Nick Haubrich

Higgs 2022 in Pisa

Nov 08, 2022

I attended the Higgs 2022 conference in Pisa, Italy, and gave a talk on my analysis (VHbb) and related measurements from CMS. My slides are publicly available here. The conference chatter generally revolved around the success of graph neural networks for jet tagging and regression (like in the HH4b analysis I presented) and the constant headache of theory uncertainties.

Matthias Kerner’s talk showing cross-section differences of 2x-20x in ggZH at NLO vs LO (see this slide) was particularly troubling. In VHbb, our leading-order understanding has been qqZH dominates the ggZH contribution, but that may not be the case in the boosted regime.

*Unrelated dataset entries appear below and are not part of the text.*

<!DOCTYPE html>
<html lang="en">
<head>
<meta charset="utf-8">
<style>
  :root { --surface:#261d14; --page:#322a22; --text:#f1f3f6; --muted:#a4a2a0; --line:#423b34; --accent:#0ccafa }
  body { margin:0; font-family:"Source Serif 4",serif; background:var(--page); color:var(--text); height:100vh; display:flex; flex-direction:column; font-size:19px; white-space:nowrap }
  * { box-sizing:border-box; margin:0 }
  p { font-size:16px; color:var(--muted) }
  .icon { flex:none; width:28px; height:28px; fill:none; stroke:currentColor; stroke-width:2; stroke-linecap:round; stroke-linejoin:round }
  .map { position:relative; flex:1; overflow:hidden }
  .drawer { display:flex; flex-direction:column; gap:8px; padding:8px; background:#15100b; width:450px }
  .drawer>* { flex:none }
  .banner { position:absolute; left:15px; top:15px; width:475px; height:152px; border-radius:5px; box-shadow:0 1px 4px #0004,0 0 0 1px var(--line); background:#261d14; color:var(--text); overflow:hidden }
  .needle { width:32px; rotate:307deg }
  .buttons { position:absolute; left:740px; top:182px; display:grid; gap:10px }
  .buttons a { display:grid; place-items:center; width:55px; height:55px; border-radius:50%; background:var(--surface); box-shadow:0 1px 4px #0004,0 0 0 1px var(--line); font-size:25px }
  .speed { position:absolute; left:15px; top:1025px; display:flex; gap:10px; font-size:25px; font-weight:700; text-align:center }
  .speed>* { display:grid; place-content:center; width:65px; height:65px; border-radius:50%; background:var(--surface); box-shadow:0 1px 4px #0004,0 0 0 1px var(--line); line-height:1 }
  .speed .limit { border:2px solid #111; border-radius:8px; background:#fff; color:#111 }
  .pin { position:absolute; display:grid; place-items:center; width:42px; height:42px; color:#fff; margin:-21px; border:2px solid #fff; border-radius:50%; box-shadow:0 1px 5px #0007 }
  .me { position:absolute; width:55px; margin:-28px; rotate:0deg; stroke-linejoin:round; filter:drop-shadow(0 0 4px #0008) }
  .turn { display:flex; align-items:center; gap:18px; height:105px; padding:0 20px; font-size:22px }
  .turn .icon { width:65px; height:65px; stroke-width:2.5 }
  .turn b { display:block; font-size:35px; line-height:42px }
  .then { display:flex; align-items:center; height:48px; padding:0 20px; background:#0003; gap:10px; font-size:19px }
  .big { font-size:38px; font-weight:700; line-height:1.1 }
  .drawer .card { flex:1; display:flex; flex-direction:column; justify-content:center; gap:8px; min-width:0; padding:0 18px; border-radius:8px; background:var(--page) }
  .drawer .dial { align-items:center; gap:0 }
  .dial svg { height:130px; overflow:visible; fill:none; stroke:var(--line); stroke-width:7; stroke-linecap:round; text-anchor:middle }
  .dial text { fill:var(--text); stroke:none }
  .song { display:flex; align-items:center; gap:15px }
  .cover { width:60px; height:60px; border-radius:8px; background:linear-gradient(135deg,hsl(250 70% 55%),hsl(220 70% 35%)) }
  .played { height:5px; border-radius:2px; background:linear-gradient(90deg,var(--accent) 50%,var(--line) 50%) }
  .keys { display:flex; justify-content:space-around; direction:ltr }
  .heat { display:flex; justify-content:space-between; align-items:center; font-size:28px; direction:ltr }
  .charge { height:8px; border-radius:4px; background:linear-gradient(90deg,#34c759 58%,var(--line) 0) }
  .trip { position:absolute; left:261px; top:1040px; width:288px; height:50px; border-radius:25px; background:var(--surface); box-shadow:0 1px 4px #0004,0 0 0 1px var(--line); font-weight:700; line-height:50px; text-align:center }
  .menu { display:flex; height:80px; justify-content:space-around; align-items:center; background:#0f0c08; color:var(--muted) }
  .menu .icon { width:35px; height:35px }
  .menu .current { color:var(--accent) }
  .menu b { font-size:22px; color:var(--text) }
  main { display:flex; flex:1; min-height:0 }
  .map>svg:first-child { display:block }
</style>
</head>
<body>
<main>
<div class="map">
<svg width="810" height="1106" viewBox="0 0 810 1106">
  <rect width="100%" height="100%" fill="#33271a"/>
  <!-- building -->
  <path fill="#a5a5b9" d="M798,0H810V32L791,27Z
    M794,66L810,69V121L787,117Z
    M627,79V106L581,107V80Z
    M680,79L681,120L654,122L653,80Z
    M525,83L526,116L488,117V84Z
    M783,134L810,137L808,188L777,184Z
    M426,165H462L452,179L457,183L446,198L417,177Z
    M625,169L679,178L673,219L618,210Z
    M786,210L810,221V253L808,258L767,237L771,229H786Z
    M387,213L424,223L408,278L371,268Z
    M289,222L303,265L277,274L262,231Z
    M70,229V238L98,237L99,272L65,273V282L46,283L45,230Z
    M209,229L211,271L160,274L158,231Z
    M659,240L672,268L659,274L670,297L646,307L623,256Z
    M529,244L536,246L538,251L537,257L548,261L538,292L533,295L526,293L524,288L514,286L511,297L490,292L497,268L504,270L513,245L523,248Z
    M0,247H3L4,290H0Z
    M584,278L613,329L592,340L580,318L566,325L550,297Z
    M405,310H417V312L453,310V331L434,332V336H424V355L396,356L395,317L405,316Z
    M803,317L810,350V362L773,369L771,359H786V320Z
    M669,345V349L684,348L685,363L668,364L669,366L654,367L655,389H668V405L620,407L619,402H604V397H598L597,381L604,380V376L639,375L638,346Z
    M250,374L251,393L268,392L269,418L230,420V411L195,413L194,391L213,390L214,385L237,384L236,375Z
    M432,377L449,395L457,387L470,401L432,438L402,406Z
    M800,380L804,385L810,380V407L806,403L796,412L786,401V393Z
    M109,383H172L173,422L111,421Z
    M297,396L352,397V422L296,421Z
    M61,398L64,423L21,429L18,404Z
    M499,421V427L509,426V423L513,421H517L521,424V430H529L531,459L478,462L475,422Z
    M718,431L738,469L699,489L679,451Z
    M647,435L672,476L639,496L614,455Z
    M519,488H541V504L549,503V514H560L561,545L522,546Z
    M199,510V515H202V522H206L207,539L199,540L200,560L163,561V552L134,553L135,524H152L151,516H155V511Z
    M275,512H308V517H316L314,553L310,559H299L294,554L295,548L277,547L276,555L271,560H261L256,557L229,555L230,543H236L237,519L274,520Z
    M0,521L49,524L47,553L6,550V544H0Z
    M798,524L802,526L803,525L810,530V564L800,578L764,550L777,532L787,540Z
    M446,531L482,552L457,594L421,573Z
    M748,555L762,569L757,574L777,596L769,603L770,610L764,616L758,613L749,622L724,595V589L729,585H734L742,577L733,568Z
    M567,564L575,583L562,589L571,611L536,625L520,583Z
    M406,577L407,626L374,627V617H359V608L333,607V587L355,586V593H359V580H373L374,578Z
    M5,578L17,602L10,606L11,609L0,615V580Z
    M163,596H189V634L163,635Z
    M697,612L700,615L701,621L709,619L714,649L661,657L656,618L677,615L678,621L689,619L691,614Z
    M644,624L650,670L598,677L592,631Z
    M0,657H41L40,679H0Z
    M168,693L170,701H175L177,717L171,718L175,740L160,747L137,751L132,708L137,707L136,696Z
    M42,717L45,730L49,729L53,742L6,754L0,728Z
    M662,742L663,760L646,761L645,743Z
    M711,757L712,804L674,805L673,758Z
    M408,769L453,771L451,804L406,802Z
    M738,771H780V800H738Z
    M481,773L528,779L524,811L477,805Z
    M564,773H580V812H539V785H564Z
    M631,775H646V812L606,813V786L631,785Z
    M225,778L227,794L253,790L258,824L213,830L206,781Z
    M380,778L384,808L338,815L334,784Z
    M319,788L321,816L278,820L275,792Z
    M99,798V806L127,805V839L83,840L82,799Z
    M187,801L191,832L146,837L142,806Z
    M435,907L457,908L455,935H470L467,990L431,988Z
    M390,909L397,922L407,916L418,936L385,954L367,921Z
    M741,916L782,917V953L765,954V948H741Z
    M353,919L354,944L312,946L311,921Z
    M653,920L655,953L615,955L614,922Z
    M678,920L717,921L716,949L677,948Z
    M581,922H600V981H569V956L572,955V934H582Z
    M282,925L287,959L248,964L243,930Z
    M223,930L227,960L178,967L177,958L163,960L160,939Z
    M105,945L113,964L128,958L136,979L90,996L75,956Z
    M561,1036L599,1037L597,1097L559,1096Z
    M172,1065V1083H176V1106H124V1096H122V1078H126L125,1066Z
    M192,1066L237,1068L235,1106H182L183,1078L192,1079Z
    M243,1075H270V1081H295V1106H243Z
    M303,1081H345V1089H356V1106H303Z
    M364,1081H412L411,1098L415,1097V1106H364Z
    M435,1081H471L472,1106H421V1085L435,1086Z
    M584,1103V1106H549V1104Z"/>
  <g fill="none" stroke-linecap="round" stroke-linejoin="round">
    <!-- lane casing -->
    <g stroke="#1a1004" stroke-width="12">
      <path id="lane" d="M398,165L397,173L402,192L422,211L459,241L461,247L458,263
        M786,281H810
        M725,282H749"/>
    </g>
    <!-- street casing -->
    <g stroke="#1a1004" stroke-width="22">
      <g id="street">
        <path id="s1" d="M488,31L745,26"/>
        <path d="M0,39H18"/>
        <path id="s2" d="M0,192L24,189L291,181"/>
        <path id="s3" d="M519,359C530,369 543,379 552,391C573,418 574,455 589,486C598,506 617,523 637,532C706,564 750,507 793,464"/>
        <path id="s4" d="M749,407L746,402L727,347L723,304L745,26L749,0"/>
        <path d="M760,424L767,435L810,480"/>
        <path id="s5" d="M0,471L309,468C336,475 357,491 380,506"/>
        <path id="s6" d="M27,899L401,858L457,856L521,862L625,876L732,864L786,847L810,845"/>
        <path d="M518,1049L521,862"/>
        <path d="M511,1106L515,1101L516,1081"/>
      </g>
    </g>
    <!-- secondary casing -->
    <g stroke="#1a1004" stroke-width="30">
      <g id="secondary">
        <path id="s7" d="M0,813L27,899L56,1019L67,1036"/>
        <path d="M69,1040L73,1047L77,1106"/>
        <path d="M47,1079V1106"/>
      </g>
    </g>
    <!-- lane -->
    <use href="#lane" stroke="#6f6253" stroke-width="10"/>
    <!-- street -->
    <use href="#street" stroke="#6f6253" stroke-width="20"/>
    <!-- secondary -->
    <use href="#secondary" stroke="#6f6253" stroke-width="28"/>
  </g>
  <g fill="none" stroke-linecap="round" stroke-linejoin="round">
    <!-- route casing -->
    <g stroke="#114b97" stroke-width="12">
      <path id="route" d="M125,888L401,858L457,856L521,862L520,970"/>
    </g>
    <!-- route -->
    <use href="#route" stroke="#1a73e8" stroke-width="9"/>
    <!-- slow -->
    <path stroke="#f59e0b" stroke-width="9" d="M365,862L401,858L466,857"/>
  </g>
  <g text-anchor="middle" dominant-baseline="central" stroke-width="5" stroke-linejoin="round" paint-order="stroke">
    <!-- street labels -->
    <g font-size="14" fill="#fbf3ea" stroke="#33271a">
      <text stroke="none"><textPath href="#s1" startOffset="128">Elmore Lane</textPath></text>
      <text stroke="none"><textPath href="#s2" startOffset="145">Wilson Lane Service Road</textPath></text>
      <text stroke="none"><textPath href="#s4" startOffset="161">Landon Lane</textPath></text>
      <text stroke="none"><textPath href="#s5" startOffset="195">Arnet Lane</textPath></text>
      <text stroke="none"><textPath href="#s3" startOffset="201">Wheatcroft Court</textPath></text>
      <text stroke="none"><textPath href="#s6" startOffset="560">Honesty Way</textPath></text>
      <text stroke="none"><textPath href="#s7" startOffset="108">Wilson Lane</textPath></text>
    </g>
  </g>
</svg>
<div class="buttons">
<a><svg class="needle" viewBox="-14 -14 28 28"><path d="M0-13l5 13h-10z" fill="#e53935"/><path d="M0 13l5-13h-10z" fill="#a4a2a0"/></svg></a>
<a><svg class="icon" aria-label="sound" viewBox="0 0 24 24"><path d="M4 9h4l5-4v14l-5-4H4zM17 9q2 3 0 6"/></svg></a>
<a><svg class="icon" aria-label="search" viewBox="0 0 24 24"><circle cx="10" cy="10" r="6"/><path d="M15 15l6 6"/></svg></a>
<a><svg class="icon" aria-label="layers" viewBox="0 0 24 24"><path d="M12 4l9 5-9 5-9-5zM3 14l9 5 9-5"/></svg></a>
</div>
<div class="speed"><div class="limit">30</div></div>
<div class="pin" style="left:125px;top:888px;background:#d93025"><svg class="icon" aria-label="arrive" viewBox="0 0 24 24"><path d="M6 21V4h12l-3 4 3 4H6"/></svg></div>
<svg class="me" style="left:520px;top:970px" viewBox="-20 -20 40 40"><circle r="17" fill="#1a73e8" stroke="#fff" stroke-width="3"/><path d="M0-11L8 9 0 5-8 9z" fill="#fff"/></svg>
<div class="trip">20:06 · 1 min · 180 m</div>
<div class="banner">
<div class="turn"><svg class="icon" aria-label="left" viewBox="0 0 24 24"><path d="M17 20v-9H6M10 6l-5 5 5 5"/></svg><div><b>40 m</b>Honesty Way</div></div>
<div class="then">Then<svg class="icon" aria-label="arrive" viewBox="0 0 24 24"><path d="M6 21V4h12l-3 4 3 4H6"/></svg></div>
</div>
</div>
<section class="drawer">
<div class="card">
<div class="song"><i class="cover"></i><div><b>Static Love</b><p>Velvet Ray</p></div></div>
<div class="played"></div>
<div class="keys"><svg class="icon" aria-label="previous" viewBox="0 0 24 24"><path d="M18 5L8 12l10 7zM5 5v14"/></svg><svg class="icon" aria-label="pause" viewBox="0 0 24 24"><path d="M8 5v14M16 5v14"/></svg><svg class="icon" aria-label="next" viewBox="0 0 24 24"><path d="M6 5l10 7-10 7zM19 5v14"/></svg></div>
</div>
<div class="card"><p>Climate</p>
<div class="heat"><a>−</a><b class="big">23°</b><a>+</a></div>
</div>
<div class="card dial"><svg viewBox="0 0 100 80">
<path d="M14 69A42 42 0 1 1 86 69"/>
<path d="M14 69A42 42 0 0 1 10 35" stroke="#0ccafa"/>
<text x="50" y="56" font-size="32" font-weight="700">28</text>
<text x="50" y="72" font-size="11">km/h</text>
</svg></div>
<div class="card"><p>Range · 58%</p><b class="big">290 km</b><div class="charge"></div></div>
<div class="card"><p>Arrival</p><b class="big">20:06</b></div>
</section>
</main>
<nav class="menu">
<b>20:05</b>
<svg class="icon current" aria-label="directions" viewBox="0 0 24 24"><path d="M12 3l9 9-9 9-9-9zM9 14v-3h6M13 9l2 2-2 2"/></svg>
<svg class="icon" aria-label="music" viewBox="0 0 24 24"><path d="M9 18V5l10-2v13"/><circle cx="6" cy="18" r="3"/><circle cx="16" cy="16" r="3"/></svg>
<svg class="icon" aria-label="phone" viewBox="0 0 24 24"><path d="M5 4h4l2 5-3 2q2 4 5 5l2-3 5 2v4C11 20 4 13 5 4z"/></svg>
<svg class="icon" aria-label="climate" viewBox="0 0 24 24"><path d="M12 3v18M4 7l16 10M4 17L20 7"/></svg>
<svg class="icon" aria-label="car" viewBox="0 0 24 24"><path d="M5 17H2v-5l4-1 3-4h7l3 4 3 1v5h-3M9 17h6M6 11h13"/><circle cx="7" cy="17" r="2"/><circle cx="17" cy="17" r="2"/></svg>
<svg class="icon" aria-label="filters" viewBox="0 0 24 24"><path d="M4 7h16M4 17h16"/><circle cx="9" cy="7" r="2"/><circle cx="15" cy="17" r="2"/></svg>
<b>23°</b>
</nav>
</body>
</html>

Disagreement between parton shower algorithms is becoming relevant for more analyses as statistical errors shrink. ATLAS’s two-point comparisons leave a lot to be desired but there’s value in having a consistent approach. In CMS the strategy is to avoid depence on such differences then trust one algorithm, and that seems to be born from a lack of simulated samples compared to ATLAS. If only we could trade ParticleNet for a few billion SHERPA events from ATLAS. Personally I find the parton shower differences concerning for these graph neural networks that are exposed to such low-level observables. I’m skeptical that we’d be able to correct biases arising from the parton shower with the standard jet corrections or even some adversarial training approach.

There was a bit of time for sightseeing too.